Give only the number of lines in the data that include the string "body".

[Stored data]
----------
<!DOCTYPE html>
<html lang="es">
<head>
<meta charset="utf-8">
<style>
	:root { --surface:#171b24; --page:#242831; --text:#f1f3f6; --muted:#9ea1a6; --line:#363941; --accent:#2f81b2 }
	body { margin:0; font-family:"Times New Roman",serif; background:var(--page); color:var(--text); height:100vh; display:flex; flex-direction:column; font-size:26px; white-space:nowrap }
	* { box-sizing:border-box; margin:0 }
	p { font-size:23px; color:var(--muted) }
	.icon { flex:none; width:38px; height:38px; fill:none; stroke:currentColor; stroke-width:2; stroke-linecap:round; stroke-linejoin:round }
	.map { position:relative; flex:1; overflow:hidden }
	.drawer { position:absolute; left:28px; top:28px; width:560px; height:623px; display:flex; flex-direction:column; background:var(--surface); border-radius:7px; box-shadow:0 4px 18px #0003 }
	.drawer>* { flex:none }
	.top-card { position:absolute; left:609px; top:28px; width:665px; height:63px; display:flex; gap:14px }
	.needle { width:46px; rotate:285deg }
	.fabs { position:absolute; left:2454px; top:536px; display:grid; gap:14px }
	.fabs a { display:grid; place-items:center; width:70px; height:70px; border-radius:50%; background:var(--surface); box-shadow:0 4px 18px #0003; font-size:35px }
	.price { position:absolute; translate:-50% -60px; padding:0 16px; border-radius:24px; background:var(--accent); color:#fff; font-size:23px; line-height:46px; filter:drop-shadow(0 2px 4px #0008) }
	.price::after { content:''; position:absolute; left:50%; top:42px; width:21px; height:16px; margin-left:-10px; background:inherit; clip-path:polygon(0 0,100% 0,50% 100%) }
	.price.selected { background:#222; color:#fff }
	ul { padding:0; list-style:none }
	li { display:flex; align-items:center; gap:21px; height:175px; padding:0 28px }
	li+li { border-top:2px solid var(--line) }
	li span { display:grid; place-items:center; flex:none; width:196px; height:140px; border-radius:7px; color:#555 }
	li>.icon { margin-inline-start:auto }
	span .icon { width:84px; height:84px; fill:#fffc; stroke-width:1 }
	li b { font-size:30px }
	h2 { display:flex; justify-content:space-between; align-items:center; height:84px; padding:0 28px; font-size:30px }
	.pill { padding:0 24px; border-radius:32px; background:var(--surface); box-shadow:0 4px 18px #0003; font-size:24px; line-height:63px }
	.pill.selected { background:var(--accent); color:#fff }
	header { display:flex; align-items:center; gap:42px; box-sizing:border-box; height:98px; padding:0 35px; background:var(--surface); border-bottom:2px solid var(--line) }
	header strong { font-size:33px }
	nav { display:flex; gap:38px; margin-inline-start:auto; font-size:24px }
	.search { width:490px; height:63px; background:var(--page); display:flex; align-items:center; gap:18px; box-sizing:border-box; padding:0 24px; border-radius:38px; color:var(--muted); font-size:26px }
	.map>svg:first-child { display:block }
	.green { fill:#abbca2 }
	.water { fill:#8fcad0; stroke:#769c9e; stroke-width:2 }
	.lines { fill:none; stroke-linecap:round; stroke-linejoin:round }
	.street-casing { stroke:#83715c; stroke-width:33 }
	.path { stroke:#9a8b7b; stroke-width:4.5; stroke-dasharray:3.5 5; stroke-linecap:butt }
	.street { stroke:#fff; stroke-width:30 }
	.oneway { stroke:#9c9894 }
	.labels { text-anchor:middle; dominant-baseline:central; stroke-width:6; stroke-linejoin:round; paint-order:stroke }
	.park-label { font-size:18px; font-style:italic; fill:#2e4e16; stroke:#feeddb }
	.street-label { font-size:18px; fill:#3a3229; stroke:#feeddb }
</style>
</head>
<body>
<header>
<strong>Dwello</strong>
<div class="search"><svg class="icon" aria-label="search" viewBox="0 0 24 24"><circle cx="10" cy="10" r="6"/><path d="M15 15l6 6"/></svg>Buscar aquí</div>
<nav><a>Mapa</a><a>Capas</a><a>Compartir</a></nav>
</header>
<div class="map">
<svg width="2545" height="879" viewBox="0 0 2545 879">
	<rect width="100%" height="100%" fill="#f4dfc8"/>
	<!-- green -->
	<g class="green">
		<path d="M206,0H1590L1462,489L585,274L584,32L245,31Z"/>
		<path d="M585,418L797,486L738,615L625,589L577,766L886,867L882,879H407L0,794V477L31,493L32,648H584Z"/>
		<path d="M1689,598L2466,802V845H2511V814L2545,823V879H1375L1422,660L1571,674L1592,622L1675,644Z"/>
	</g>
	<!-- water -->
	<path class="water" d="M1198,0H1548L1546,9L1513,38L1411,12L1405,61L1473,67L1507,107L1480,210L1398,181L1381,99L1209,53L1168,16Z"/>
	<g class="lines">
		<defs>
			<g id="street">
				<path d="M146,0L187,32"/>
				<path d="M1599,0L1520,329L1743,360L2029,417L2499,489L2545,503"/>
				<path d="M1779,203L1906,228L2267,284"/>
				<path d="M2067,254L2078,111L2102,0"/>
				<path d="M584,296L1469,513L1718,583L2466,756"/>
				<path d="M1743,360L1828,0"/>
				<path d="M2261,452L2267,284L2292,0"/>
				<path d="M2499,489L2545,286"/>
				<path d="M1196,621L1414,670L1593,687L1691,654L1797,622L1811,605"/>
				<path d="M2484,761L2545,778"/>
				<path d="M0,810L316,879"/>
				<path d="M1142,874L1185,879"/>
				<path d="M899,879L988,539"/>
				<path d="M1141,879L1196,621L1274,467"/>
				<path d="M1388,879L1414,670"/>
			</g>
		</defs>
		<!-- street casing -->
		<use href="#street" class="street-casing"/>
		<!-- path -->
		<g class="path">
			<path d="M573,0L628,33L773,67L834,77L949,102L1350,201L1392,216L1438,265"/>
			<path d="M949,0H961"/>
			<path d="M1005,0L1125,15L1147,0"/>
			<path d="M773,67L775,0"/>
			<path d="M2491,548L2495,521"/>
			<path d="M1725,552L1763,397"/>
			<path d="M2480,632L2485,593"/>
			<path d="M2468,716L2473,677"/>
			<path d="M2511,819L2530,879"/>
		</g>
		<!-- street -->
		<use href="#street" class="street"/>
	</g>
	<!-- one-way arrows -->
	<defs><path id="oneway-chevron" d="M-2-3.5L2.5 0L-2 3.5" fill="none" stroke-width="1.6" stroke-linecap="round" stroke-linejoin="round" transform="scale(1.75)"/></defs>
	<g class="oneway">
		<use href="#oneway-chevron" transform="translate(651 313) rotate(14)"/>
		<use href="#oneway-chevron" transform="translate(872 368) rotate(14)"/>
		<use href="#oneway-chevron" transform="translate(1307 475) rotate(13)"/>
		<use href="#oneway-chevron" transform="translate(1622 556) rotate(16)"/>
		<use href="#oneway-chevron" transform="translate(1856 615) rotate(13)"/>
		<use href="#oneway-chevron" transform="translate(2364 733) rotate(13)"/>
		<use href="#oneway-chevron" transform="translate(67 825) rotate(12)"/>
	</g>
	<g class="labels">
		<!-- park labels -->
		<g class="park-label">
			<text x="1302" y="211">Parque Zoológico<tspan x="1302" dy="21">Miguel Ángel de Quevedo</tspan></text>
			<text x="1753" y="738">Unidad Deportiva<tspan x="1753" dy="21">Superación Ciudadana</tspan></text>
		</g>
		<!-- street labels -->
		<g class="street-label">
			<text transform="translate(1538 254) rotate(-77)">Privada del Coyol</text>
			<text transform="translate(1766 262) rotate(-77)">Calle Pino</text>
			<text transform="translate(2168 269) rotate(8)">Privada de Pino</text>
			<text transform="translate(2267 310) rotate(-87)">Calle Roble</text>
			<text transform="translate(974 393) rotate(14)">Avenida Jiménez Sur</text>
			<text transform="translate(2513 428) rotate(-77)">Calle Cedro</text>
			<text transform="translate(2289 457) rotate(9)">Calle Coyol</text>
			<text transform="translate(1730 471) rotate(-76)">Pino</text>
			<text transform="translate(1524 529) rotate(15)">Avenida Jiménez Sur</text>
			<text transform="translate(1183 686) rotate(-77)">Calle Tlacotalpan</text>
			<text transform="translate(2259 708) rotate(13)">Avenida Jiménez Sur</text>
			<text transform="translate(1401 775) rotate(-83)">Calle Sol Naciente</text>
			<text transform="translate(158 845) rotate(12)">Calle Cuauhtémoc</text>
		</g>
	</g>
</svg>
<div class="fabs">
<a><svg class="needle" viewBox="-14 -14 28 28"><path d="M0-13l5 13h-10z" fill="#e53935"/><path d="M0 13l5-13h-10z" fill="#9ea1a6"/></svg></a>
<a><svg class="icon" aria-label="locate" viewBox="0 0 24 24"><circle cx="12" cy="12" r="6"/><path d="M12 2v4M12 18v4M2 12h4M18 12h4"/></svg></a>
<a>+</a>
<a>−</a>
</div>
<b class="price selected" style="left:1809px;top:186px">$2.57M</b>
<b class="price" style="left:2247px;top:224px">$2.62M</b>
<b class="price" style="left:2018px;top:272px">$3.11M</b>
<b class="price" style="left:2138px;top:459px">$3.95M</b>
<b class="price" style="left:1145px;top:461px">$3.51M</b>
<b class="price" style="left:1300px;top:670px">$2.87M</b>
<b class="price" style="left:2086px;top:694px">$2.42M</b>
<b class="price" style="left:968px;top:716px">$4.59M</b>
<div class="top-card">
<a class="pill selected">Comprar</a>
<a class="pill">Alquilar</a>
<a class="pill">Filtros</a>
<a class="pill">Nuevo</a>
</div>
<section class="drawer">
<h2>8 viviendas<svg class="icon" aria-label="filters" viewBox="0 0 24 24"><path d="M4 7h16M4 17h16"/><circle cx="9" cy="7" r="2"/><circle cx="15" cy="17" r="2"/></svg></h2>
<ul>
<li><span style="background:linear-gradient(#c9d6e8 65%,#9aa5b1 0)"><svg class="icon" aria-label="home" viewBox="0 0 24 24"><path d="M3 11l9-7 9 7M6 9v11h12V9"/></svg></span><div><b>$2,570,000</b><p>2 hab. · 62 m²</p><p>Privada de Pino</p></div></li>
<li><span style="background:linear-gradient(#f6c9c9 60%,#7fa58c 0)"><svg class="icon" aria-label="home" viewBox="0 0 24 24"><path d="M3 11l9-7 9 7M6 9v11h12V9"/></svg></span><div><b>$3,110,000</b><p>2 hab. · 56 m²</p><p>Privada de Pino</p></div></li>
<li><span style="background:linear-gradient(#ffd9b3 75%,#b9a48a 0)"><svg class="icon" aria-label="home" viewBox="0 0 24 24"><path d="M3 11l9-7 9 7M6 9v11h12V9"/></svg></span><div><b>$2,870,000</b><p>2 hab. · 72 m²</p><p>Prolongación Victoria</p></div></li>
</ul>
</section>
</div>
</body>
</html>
----------
## TASK RESPONSE
3